Un hurlement glaçant fuse, plane au-dessus de centaines de festivaliers, survole la DeLorean de Retour vers le Futur, la moto de The Walking Dead, effleure des dizaines de stands de livres, dvd, tableaux, figurines, peintre sur scies, graveur sur guitares, dessinateurs, maquilleurs, maquettistes, avant que de s'éteindre. Puis un autre éclate, et encore un autre. Un slasher à la franc-comtoise ? Non : un concours de Scream Queen. Pas de doute, le Bloody Week-End effectue son fracassant retour ! Car le fondateur, Loïc Bugnon, épaulé par son épouse Aurélie et sa vaillante équipe de bénévoles, a tenu bon face au marasme ambiant.

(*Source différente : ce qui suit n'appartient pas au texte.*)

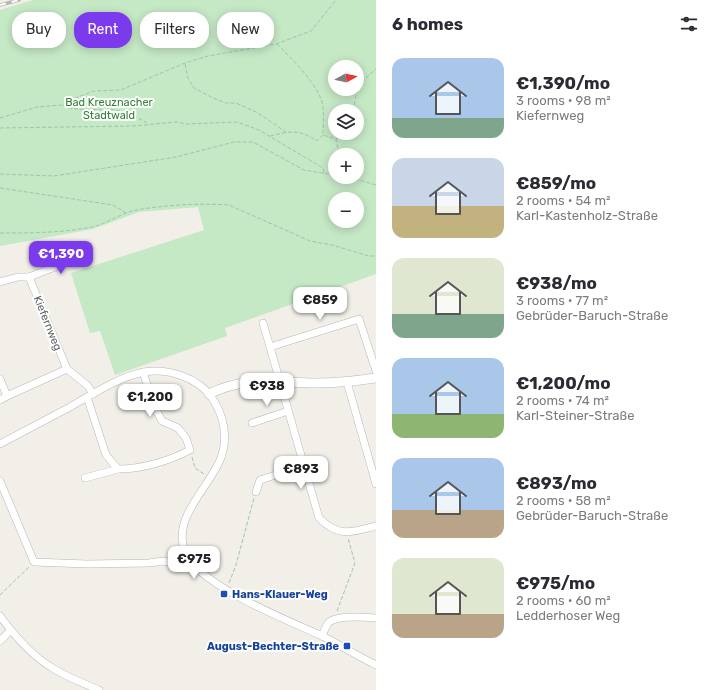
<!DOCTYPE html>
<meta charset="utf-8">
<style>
:root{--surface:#fff;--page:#f2f2f3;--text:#2b2b33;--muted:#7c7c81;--accent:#7c3aed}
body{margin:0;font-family:Rubik,sans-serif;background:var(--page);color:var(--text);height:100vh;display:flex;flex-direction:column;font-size:15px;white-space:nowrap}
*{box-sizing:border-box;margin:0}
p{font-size:13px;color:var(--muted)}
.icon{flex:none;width:22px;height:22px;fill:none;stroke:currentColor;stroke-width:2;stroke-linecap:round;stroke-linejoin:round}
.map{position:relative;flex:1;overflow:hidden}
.panel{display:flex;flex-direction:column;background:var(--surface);width:340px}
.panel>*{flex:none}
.top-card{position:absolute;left:12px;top:12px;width:304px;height:36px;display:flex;gap:8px}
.needle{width:26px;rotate:82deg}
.controls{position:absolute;left:328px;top:60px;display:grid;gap:8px}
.controls a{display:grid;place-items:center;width:36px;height:36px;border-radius:50%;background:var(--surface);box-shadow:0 2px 10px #0003;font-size:20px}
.price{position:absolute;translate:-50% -34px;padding:0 9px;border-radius:8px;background:#fff;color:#222;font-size:13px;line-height:26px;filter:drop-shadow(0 1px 2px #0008)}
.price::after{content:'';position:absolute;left:50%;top:24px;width:12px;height:9px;margin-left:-6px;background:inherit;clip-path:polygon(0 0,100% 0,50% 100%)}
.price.current{background:var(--accent);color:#fff}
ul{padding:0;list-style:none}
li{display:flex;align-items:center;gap:12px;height:100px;padding:0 16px}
li span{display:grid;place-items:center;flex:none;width:112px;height:80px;border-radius:12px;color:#555}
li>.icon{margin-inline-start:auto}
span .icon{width:48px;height:48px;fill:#fffc;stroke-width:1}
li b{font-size:17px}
h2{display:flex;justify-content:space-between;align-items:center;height:48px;padding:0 16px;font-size:17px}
.tag{padding:0 14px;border-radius:16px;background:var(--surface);box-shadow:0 2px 10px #0003;font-size:14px;line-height:36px}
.tag.current{background:var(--accent);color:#fff}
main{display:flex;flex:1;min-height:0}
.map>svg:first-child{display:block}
.green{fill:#c5e8c5;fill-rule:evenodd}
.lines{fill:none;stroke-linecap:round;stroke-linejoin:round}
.minor-casing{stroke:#b5b8bc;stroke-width:8}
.tertiary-casing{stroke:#b5b8bc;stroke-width:10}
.path{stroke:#9cc7a9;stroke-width:1;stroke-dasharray:4 2;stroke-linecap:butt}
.minor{stroke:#fff;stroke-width:7}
.tertiary{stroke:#fff;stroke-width:9}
.rail-casing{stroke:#b6b7b8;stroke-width:3.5}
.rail{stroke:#fff;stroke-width:2;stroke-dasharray:6;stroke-linecap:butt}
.transit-dot{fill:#1a4fb4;stroke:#fff;stroke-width:1.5}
.labels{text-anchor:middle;stroke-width:4;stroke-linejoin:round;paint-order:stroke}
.park-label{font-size:11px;fill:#348238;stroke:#fff}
.street-label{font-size:11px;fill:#5f6368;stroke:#fff}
.transit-label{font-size:11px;font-weight:bold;fill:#164399;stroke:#fff;text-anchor:start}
</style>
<main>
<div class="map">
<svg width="376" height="690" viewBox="0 0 376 690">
<rect width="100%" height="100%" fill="#f1efe8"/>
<path class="green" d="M33,0H376V274L225,328L227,336L115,375L100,331L90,333L71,273L204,230L198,207L139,212L93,229L0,246V10ZM335,67H357V89H335ZM335,111H357V133H335ZM335,155H357V177H335ZM335,199H357V221H335Z"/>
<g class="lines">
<defs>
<g id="minor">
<path d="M0,282L18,277H29L86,255"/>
<path d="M263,323L270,347"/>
<path d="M67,369L88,386L93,394"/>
<path d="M376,371L359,319L270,347L319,518C339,538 352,532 376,526"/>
<path d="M0,379L7,396L67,369L29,277"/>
<path d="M347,382L376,484"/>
<path d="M87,397L106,455L118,469C142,469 169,461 190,450L186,438L178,428L162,421L155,408L143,372"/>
<path d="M0,400L7,396"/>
<path d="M252,423L288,411"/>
<path d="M0,444C23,432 47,419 70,407C93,394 118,377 144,372C167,368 198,377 212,398C223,414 228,435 222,455C212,486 171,516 185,552C198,585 287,620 320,635C339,644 357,656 376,665"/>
<path d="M85,478L118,469"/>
<path d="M0,481L34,562L87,564L149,563L163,561L186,566H194"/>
<path d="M256,492L260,480L304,466"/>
<path d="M0,616C14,635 31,655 51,667C66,677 83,683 99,690"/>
<path d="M322,636C324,632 326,625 329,622C338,615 365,617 376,618"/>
<path d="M0,641L11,630"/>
</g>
<path id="tertiary" d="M209,394C243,376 279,383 315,383C336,383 356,381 376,378"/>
</defs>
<use href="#minor" class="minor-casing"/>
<use href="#tertiary" class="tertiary-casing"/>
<g class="path">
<path d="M277,44C291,58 321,87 323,107C324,116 323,126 323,135L336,139L339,155"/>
<path d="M185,64L188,78L194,88L213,98L226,103H236L258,113L286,132"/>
<path d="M63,105C69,112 104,108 115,110C127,112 137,117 147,123"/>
<path d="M354,111C355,90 360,82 376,69"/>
<path d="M0,118L37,107L62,105L70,100L94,91L121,90L185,63L208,56L276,44L311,31L336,0"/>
<path d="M0,128L134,126L176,122L187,124L237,122L259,130L323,168L324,173"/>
<path d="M270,136C290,131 299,129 317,141L323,135"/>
<path d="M336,139L344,133"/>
<path d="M0,174L54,176L176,157L234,142H253L304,170L335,175"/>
<path d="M349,177L376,185"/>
<path d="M0,188L113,205L126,213"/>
<path d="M0,233C30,233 62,233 92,227C106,224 118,215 132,211C159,205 201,203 229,205L310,241L332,245L369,256H376"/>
<path d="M192,457L195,468L204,474"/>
<path d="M229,583L236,565L254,498"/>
<path d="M0,595L29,567"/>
<path d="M337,611L355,563L348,538"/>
</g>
<use href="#minor" class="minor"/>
<use href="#tertiary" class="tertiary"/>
<defs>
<path id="rail" d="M0,5L19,0"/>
</defs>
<use href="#rail" class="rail-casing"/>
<use href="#rail" class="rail"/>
</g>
<g class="transit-dot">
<rect x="220" y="590" width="8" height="8" rx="2"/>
<rect x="343" y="642" width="8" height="8" rx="2"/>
</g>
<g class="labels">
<g class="park-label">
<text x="109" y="106">Bad Kreuznacher<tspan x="109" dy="13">Stadtwald</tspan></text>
</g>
<g class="street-label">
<text transform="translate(48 323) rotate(68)" y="4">Kiefernweg</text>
</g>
<g class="transit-label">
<text x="232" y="598">Hans-Klauer-Weg</text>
<text x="339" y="650" text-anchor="end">August-Bechter-Straße</text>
</g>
</g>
</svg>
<div class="controls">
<a><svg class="needle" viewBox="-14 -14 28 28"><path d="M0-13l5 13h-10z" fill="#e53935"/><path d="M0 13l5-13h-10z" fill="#7c7c81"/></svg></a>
<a><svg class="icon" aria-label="layers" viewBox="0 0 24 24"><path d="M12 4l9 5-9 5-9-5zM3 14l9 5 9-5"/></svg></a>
<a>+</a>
<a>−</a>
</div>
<b class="price current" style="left:61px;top:275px">€1,390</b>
<b class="price" style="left:320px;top:321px">€859</b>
<b class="price" style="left:267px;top:407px">€938</b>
<b class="price" style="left:150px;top:418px">€1,200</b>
<b class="price" style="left:301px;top:490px">€893</b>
<b class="price" style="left:194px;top:580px">€975</b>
<div class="top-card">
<a class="tag">Buy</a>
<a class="tag current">Rent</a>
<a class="tag">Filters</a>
<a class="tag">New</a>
</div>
</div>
<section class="panel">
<h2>6 homes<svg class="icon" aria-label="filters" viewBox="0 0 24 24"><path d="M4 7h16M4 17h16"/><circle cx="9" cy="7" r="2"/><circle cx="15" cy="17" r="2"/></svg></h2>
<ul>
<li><span style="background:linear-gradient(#a9c7e8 75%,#7fa58c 0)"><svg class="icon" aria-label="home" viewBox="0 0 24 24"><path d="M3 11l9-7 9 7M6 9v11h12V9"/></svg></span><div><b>€1,390/mo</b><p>3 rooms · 98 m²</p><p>Kiefernweg</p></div></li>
<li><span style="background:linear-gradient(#c9d6e8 60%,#c2b280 0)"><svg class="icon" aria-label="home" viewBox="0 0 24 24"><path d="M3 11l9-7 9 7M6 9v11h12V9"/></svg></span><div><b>€859/mo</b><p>2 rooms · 54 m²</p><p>Karl-Kastenholz-Straße</p></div></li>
<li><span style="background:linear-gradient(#dfe7d0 70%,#7fa58c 0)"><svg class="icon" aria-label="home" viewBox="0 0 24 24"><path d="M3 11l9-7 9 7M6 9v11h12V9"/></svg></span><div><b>€938/mo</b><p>3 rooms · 77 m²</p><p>Gebrüder-Baruch-Straße</p></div></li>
<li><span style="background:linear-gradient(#a9c7e8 70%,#8fb573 0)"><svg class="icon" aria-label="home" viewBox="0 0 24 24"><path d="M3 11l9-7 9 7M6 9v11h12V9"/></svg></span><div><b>€1,200/mo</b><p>2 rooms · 74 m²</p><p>Karl-Steiner-Straße</p></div></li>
<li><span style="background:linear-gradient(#a9c7e8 65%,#b9a48a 0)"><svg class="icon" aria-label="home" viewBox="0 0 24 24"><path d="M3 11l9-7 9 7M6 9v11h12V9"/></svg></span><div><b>€893/mo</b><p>2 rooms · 58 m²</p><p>Gebrüder-Baruch-Straße</p></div></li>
<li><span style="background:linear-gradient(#dfe7d0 70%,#b9a48a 0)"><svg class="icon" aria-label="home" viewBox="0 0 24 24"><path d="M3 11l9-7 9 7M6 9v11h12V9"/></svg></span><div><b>€975/mo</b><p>2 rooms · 60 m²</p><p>Ledderhoser Weg</p></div></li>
</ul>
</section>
</main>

Sans jamais baisser les bras malgré des éditions 2020 et 2021 annulées pour cause de Covid-19, il est parvenu à se réinventer tout en préservant l'essence-même de l'événement : la convivialité. La compétition de courts-métrages, dont la production fut plombée par deux années de restrictions sanitaires, ne peut avoir lieu ? Qu'importe. Les invités internationaux brillent par leur sympathie. Ainsi de Laurence R. Harvey, l'acteur de The Human Centipede 2 et 3, Emmanuelle Escourrou, héroïne en 1990 de Baby Blood, le premier film gore hexagonal, AZZ l'épouvantail, populaire youtubeur axé sur le cinéma horrifique, sans omettre Abdel Qissi qui présenta son nouveau long-métrage, Lopak l'envoûteur. Ami de jeunesse de Jean-Claude Van Damme dont il fit la connaissance au club multi-sports de Bruxelles, il débuta aux États-Unis dans Full Contact avant d'enchaîner avec Le Grand Tournoi et The Order. Tout un programme qui l'amena à côtoyer Roger Moore ainsi que Charlton Heston !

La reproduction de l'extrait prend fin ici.